### WORK ORDER
Transcribe the full listing word for word, leaving nothing out.

### RECORDS
* * * * * * *

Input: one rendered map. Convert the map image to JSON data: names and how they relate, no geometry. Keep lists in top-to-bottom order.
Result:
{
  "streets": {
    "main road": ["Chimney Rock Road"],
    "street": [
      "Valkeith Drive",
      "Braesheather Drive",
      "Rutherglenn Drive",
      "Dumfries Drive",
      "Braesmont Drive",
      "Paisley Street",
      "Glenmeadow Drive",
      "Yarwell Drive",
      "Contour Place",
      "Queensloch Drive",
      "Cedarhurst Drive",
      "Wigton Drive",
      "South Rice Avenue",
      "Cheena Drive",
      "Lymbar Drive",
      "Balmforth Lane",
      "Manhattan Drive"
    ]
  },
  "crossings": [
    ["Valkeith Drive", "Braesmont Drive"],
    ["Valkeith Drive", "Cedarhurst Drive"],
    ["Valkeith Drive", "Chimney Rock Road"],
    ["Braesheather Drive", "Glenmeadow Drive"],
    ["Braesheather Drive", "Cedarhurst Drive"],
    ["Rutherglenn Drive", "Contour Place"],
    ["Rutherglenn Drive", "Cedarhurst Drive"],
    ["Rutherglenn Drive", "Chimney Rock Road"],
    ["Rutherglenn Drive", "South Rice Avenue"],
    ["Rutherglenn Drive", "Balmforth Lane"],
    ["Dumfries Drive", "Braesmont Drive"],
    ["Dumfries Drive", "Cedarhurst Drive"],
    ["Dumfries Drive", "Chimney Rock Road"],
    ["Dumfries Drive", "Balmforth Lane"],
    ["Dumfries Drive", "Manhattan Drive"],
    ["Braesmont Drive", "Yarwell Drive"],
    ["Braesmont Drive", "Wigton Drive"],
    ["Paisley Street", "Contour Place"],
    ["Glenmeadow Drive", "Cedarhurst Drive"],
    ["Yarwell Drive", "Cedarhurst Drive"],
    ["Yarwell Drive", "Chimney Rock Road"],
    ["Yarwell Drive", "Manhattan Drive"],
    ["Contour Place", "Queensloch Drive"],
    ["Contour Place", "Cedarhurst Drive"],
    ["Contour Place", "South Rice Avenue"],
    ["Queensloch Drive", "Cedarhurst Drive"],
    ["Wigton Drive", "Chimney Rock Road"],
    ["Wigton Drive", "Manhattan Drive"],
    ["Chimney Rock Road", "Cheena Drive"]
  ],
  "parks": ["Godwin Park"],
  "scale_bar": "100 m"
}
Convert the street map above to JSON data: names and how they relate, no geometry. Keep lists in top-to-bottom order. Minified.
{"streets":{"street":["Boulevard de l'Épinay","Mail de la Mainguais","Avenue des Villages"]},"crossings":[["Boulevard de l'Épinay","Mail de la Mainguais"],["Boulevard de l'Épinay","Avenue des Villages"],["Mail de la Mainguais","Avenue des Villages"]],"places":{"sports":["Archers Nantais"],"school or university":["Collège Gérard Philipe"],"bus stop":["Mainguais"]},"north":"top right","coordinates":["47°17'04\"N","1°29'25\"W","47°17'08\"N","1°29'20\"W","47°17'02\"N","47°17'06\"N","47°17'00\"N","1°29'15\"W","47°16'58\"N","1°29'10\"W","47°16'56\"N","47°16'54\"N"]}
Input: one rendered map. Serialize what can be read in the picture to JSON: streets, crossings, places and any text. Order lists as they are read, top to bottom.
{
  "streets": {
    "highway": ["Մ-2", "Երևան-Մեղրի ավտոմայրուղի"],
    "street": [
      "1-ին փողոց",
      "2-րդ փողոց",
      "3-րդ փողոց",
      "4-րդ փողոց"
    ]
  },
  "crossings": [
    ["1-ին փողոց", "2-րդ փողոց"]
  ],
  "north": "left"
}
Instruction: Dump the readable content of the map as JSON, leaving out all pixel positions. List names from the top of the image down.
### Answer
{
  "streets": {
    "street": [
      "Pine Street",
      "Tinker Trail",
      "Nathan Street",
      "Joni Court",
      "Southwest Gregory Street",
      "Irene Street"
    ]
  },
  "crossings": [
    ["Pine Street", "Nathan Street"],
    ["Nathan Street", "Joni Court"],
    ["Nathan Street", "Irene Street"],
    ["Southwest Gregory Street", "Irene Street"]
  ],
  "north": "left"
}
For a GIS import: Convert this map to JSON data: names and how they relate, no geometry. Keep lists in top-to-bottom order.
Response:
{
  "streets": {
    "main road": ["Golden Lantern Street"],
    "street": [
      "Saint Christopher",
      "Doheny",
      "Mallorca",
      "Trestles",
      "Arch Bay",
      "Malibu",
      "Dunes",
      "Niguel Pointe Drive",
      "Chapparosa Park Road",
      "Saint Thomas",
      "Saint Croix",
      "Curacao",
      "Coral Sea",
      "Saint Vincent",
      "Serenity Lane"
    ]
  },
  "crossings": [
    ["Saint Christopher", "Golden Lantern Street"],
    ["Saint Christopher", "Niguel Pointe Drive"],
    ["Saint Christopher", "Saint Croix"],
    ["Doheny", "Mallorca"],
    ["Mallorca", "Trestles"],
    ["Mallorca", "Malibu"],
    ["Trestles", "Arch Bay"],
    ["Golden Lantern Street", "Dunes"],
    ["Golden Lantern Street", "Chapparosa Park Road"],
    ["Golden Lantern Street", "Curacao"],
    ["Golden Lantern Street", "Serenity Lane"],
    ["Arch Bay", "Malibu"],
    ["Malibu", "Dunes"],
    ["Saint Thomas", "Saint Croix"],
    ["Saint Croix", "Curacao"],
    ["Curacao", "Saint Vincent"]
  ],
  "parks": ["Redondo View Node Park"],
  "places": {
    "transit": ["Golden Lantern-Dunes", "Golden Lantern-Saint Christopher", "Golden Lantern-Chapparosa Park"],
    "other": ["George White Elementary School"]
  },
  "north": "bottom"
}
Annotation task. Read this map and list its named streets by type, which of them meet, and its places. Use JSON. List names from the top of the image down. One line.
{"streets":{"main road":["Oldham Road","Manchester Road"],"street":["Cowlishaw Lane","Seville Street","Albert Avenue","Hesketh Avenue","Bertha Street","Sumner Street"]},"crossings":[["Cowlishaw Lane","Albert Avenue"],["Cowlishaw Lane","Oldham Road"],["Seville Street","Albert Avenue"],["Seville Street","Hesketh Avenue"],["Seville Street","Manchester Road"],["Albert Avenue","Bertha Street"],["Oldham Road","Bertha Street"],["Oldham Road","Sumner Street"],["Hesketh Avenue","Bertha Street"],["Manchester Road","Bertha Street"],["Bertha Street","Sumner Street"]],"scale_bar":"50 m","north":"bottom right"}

* * * * * * *

### EXERCISE OUTPUT
Input: one rendered map. Convert the map image to JSON data: names and how they relate, no geometry. Keep lists in top-to-bottom order.
Result:
{
  "streets": {
    "main road": ["Chimney Rock Road"],
    "street": [
      "Valkeith Drive",
      "Braesheather Drive",
      "Rutherglenn Drive",
      "Dumfries Drive",
      "Braesmont Drive",
      "Paisley Street",
      "Glenmeadow Drive",
      "Yarwell Drive",
      "Contour Place",
      "Queensloch Drive",
      "Cedarhurst Drive",
      "Wigton Drive",
      "South Rice Avenue",
      "Cheena Drive",
      "Lymbar Drive",
      "Balmforth Lane",
      "Manhattan Drive"
    ]
  },
  "crossings": [
    ["Valkeith Drive", "Braesmont Drive"],
    ["Valkeith Drive", "Cedarhurst Drive"],
    ["Valkeith Drive", "Chimney Rock Road"],
    ["Braesheather Drive", "Glenmeadow Drive"],
    ["Braesheather Drive", "Cedarhurst Drive"],
    ["Rutherglenn Drive", "Contour Place"],
    ["Rutherglenn Drive", "Cedarhurst Drive"],
    ["Rutherglenn Drive", "Chimney Rock Road"],
    ["Rutherglenn Drive", "South Rice Avenue"],
    ["Rutherglenn Drive", "Balmforth Lane"],
    ["Dumfries Drive", "Braesmont Drive"],
    ["Dumfries Drive", "Cedarhurst Drive"],
    ["Dumfries Drive", "Chimney Rock Road"],
    ["Dumfries Drive", "Balmforth Lane"],
    ["Dumfries Drive", "Manhattan Drive"],
    ["Braesmont Drive", "Yarwell Drive"],
    ["Braesmont Drive", "Wigton Drive"],
    ["Paisley Street", "Contour Place"],
    ["Glenmeadow Drive", "Cedarhurst Drive"],
    ["Yarwell Drive", "Cedarhurst Drive"],
    ["Yarwell Drive", "Chimney Rock Road"],
    ["Yarwell Drive", "Manhattan Drive"],
    ["Contour Place", "Queensloch Drive"],
    ["Contour Place", "Cedarhurst Drive"],
    ["Contour Place", "South Rice Avenue"],
    ["Queensloch Drive", "Cedarhurst Drive"],
    ["Wigton Drive", "Chimney Rock Road"],
    ["Wigton Drive", "Manhattan Drive"],
    ["Chimney Rock Road", "Cheena Drive"]
  ],
  "parks": ["Godwin Park"],
  "scale_bar": "100 m"
}
Convert the street map above to JSON data: names and how they relate, no geometry. Keep lists in top-to-bottom order. Minified.
{"streets":{"street":["Boulevard de l'Épinay","Mail de la Mainguais","Avenue des Villages"]},"crossings":[["Boulevard de l'Épinay","Mail de la Mainguais"],["Boulevard de l'Épinay","Avenue des Villages"],["Mail de la Mainguais","Avenue des Villages"]],"places":{"sports":["Archers Nantais"],"school or university":["Collège Gérard Philipe"],"bus stop":["Mainguais"]},"north":"top right","coordinates":["47°17'04\"N","1°29'25\"W","47°17'08\"N","1°29'20\"W","47°17'02\"N","47°17'06\"N","47°17'00\"N","1°29'15\"W","47°16'58\"N","1°29'10\"W","47°16'56\"N","47°16'54\"N"]}
Input: one rendered map. Serialize what can be read in the picture to JSON: streets, crossings, places and any text. Order lists as they are read, top to bottom.
{
  "streets": {
    "highway": ["Մ-2", "Երևան-Մեղրի ավտոմայրուղի"],
    "street": [
      "1-ին փողոց",
      "2-րդ փողոց",
      "3-րդ փողոց",
      "4-րդ փողոց"
    ]
  },
  "crossings": [
    ["1-ին փողոց", "2-րդ փողոց"]
  ],
  "north": "left"
}
Instruction: Dump the readable content of the map as JSON, leaving out all pixel positions. List names from the top of the image down.
### Answer
{
  "streets": {
    "street": [
      "Pine Street",
      "Tinker Trail",
      "Nathan Street",
      "Joni Court",
      "Southwest Gregory Street",
      "Irene Street"
    ]
  },
  "crossings": [
    ["Pine Street", "Nathan Street"],
    ["Nathan Street", "Joni Court"],
    ["Nathan Street", "Irene Street"],
    ["Southwest Gregory Street", "Irene Street"]
  ],
  "north": "left"
}
For a GIS import: Convert this map to JSON data: names and how they relate, no geometry. Keep lists in top-to-bottom order.
Response:
{
  "streets": {
    "main road": ["Golden Lantern Street"],
    "street": [
      "Saint Christopher",
      "Doheny",
      "Mallorca",
      "Trestles",
      "Arch Bay",
      "Malibu",
      "Dunes",
      "Niguel Pointe Drive",
      "Chapparosa Park Road",
      "Saint Thomas",
      "Saint Croix",
      "Curacao",
      "Coral Sea",
      "Saint Vincent",
      "Serenity Lane"
    ]
  },
  "crossings": [
    ["Saint Christopher", "Golden Lantern Street"],
    ["Saint Christopher", "Niguel Pointe Drive"],
    ["Saint Christopher", "Saint Croix"],
    ["Doheny", "Mallorca"],
    ["Mallorca", "Trestles"],
    ["Mallorca", "Malibu"],
    ["Trestles", "Arch Bay"],
    ["Golden Lantern Street", "Dunes"],
    ["Golden Lantern Street", "Chapparosa Park Road"],
    ["Golden Lantern Street", "Curacao"],
    ["Golden Lantern Street", "Serenity Lane"],
    ["Arch Bay", "Malibu"],
    ["Malibu", "Dunes"],
    ["Saint Thomas", "Saint Croix"],
    ["Saint Croix", "Curacao"],
    ["Curacao", "Saint Vincent"]
  ],
  "parks": ["Redondo View Node Park"],
  "places": {
    "transit": ["Golden Lantern-Dunes", "Golden Lantern-Saint Christopher", "Golden Lantern-Chapparosa Park"],
    "other": ["George White Elementary School"]
  },
  "north": "bottom"
}
Annotation task. Read this map and list its named streets by type, which of them meet, and its places. Use JSON. List names from the top of the image down. One line.
{"streets":{"main road":["Oldham Road","Manchester Road"],"street":["Cowlishaw Lane","Seville Street","Albert Avenue","Hesketh Avenue","Bertha Street","Sumner Street"]},"crossings":[["Cowlishaw Lane","Albert Avenue"],["Cowlishaw Lane","Oldham Road"],["Seville Street","Albert Avenue"],["Seville Street","Hesketh Avenue"],["Seville Street","Manchester Road"],["Albert Avenue","Bertha Street"],["Oldham Road","Bertha Street"],["Oldham Road","Sumner Street"],["Hesketh Avenue","Bertha Street"],["Manchester Road","Bertha Street"],["Bertha Street","Sumner Street"]],"scale_bar":"50 m","north":"bottom right"}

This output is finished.